| Hello HN, My cofounder (jon918) and I started Sym three years ago because we were frustrated with how hard it was to manage access to cloud infrastructure. We wanted to build a tool for JIT access that was actually designed for developers. We were wary of tools that tried to accommodate both devs and IT but ended up with usability compromises for both. First, we figured no one wants another web app to log into so we let administrators define access workflows in Terraform and let developers request and gain access via Slack. That seemed to pay off: being code-based was a big plus for our early customers since it let them manage the logic in version control and test in CI/CD. Second, we knew that updating permissions/roles/access was a major source of toil and risk in the world of cloud infrastructure. Have you ever tried to avoid annoying, persistent access requests by setting policies that are a bit more permissive than you’d like?

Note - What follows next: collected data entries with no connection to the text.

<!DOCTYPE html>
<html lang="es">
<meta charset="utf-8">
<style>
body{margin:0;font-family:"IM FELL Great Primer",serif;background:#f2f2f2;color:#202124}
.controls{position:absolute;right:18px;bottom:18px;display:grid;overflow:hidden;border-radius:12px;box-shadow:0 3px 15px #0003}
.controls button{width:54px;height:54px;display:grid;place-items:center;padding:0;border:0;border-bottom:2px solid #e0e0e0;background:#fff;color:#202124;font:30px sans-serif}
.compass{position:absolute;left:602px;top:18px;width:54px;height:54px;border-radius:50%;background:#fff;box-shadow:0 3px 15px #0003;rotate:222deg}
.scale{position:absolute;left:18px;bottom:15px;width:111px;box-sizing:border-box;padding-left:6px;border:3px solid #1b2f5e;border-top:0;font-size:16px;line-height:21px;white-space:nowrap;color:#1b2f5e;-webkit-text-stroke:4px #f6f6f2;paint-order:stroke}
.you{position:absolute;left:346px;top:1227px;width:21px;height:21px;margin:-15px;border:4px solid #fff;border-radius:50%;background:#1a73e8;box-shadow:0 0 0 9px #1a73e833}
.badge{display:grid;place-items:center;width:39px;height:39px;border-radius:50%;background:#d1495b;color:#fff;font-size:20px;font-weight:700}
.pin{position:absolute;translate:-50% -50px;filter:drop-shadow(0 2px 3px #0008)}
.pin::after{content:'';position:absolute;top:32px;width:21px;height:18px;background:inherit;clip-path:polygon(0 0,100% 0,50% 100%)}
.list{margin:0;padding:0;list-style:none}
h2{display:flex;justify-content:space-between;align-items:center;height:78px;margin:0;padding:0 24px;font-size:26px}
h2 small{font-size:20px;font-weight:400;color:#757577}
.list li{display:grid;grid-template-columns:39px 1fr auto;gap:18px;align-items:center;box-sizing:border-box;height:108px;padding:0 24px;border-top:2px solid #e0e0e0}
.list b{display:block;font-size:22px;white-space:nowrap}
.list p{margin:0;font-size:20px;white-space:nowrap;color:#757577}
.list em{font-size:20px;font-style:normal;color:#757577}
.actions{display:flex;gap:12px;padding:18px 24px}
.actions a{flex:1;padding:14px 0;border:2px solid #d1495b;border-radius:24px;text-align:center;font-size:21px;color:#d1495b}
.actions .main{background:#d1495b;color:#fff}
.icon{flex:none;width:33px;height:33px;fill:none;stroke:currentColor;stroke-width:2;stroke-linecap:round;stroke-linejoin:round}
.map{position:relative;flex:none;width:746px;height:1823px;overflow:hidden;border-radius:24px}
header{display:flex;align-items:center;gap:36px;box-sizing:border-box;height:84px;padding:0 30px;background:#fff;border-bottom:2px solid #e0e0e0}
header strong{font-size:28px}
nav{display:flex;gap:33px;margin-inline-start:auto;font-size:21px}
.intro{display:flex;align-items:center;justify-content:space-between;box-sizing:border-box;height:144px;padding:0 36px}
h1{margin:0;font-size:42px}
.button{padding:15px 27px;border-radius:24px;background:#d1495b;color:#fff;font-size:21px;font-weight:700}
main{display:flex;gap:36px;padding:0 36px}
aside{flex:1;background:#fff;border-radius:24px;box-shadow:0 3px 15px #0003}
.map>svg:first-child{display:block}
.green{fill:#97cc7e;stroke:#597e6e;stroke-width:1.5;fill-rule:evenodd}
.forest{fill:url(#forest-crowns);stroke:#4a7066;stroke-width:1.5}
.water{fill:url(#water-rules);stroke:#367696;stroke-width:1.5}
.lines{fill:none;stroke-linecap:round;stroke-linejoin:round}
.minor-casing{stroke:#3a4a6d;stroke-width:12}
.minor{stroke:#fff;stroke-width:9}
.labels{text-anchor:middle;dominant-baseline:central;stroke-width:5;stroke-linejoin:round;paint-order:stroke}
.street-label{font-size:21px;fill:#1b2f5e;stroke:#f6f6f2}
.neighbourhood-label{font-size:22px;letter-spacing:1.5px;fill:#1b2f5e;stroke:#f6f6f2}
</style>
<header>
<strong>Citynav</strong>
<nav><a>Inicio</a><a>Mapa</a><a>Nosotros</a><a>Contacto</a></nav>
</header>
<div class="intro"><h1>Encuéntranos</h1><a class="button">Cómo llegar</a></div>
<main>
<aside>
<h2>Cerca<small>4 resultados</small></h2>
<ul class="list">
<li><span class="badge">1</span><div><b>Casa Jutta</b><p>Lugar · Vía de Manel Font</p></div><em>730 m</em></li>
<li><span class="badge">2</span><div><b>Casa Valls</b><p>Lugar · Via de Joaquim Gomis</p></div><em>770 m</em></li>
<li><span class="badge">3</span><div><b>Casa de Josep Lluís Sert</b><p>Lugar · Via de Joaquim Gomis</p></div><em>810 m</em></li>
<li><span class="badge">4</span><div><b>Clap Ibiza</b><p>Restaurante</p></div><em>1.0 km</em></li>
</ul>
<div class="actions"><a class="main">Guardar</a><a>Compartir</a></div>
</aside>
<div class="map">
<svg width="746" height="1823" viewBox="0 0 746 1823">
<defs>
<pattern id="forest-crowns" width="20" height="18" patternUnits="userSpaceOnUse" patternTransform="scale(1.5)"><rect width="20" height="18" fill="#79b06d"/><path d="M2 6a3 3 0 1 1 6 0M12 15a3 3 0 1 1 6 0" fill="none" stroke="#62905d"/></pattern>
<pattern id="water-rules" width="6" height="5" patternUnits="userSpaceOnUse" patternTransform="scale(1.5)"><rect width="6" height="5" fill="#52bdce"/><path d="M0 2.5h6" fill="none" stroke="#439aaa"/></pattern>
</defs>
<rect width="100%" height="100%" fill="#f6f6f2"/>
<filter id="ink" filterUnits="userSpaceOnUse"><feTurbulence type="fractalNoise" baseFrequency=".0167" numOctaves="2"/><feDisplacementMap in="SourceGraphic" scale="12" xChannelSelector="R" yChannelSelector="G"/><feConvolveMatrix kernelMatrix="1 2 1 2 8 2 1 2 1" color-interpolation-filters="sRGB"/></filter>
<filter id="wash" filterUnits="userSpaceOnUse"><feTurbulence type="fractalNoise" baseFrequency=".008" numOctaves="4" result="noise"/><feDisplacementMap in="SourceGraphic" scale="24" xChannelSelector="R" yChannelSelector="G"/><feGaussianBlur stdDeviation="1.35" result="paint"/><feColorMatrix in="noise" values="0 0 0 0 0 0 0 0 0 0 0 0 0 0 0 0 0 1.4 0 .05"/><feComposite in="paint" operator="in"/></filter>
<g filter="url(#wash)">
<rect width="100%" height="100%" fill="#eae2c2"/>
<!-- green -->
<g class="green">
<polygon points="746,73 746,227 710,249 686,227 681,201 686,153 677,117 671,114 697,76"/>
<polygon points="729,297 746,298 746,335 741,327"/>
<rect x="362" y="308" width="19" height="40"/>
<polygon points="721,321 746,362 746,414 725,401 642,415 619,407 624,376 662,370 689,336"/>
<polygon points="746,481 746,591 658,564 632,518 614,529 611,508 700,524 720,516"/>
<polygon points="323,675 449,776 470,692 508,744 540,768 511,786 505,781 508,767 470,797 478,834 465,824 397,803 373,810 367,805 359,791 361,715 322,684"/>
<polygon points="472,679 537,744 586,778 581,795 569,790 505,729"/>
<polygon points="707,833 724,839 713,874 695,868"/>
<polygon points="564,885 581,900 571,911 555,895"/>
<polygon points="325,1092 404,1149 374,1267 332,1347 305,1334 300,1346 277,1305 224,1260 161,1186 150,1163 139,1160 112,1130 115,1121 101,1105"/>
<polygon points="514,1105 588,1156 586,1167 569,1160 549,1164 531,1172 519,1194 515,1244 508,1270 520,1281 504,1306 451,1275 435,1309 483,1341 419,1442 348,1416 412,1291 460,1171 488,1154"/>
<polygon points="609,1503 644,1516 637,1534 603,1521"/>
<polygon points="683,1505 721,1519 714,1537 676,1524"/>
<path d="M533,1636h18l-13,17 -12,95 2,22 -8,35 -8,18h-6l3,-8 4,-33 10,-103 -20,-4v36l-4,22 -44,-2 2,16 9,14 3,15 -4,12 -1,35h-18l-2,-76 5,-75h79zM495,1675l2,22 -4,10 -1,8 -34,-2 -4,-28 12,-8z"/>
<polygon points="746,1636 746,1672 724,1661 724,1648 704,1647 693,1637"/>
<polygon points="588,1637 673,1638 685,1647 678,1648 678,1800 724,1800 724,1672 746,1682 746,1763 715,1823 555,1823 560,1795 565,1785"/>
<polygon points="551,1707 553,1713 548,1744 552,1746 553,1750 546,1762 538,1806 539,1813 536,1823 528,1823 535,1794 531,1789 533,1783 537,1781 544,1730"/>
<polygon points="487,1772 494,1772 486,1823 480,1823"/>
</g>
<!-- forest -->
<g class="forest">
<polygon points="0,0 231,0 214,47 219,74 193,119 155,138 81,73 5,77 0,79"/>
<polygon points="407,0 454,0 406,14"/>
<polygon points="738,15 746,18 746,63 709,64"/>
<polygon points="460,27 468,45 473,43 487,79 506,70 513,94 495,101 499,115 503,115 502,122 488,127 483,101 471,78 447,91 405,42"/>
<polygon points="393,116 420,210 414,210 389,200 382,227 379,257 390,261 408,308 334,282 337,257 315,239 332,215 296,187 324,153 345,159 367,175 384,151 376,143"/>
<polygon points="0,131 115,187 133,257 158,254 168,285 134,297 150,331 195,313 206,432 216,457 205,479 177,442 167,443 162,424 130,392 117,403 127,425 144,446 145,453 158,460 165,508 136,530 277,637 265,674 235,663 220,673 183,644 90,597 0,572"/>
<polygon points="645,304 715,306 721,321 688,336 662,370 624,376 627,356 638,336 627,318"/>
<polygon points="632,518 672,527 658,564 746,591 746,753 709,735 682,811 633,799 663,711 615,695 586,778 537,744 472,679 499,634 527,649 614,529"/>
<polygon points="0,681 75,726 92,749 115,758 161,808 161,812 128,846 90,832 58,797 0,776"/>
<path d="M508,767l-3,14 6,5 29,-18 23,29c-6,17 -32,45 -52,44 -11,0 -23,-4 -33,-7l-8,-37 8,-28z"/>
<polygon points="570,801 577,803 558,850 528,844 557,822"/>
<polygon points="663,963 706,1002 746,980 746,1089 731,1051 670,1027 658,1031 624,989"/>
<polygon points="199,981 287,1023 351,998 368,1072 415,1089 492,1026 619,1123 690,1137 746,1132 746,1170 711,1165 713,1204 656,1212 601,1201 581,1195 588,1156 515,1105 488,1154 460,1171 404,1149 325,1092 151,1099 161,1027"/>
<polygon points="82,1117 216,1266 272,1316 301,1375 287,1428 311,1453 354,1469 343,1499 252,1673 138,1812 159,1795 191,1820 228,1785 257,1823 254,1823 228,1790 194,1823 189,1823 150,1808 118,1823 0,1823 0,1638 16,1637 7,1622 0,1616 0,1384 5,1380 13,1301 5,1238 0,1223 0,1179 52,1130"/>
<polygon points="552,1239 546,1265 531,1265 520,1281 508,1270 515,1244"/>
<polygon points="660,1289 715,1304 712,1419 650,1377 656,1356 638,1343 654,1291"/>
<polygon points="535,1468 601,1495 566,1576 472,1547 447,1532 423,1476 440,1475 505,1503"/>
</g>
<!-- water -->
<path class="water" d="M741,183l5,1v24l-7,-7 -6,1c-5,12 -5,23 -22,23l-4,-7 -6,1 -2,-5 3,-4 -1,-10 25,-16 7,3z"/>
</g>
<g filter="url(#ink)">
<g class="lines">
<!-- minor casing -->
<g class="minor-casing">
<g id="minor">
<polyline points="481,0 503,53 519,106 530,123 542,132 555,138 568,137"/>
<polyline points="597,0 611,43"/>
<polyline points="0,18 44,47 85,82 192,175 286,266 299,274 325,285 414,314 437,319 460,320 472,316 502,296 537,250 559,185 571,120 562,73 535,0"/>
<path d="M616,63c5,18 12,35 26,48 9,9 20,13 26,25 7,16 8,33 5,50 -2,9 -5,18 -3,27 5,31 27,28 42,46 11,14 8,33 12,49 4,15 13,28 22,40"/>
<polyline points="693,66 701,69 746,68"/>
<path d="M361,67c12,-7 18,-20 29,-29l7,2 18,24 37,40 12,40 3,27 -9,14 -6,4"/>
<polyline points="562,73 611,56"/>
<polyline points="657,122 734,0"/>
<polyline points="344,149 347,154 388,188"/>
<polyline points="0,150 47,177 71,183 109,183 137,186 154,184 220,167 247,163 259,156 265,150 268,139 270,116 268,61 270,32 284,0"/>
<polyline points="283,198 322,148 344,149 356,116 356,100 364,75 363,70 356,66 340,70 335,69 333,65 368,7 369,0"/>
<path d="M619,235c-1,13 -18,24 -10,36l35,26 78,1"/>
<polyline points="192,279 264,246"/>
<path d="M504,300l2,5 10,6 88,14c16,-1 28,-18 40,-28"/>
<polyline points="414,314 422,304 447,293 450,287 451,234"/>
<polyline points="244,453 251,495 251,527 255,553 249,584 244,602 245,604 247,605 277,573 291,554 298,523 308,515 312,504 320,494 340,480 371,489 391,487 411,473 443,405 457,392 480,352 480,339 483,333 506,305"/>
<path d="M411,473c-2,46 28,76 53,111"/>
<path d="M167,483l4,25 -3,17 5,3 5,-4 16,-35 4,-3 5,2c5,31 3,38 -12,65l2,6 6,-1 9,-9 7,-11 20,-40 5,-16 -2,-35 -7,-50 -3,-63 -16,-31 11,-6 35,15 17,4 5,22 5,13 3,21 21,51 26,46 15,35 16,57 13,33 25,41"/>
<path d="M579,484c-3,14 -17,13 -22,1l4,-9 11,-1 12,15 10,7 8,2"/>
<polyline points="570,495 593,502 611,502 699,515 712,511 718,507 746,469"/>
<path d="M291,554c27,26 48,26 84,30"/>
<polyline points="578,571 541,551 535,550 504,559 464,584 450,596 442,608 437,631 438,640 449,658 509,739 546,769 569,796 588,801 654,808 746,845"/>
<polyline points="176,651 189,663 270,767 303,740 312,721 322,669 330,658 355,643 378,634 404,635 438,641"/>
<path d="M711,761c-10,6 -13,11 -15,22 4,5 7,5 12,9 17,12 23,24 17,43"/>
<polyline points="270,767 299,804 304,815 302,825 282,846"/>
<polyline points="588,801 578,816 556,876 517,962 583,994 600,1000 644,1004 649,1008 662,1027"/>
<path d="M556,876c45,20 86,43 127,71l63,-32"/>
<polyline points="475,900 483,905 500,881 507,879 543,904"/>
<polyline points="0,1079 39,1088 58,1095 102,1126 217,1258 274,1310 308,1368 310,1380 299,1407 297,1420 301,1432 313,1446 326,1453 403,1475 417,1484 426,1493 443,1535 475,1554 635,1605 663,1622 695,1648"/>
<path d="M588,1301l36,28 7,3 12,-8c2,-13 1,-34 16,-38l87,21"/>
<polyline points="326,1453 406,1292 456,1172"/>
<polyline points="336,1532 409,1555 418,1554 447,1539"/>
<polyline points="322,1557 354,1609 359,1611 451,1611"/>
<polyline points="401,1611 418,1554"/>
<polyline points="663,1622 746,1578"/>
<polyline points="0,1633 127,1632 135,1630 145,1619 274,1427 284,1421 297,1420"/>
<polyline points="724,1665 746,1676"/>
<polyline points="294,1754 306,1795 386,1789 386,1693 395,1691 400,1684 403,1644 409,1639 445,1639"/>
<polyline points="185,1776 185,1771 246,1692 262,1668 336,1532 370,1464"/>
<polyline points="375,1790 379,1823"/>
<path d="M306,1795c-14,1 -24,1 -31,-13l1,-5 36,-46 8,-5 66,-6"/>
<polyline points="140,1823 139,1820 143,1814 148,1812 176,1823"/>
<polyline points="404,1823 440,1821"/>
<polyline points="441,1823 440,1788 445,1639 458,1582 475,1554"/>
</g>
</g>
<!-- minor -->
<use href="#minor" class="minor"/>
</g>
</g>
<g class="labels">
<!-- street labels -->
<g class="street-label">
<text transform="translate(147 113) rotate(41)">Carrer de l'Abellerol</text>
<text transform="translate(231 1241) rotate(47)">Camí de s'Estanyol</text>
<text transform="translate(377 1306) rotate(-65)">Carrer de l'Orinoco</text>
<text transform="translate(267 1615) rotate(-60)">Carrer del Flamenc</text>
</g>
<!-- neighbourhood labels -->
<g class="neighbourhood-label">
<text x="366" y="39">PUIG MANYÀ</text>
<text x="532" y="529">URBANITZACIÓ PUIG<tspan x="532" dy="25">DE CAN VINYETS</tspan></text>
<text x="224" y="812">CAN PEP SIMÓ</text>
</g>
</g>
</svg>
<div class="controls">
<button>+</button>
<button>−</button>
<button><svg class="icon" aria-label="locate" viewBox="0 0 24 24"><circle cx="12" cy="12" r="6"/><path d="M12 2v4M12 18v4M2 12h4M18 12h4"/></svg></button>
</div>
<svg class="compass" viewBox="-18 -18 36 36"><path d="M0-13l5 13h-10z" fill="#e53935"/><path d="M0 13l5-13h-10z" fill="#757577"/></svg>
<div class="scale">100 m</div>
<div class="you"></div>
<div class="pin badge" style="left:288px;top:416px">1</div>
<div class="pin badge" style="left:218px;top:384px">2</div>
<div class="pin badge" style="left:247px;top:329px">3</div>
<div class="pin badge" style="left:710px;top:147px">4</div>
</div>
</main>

We felt that fully automated just-in-time access + approvals could really help here. But we also knew that a simple approval tool could end up leading to request fatigue - kind of defeating the purpose. So we built an SDK to let you define checks in code (e.g. pagerduty.on_call, okta.is_user_in_group, github.get_repo_collaborators) in order to dynamically route requests or fast-track access when appropriate. This seems to be paying off: users are creating Slack-based approvals in front of different types of risky actions like production access, sensitive queries and triggering Lambdas. We’d love your feedback on our approach so far. Does this make sense to you? Is this a tool you'd use? What would you want to see out of it? To learn more, check out the video that Nick (nmeans (Sym VPEng)) made [1]. You can also check out our docs [2] or set up your own flow [3]. thanks! -adam [1] https://vimeo.com/815222490/c717c18c42 [2] https://docs.symops.com [3] https://symops.com/signup |
On the one hand, I want to do them as quickly as possible, because I know how frustrating the lack of access is. On the other hand, our current flow for reporting change history / review / onboarding / offboarding for compliance with e.g. SOC2 is time-consuming and prone to oversight.
I see a lot of potential here, because I was thinking of launching an access management project myself. Most access management systems are focused around SSO, and this - due to the SSO tax - is not for every application in a small organization. Open-source can allow the community to create integrations to manage access for less popular products without this tax.
I notice that the project is used to manage JIT access. I wonder what would be operational issues with this tool if this access was given for weeks / months instead of hours?
I see your solution as pretty similar to Granted Approvals which are also open-source. What motivated you to start something of your own? I think Netflix open-sourced one solution for AWS too.
From another hand, GitHub Entitlements as the democratization of access management via IaaC, it is also an interesting direction. Various projects independently implement similar ideas it looks.
I like depth integration with Slack. I've been looking at AccessOwl for some time, which is well integrated with Slack too.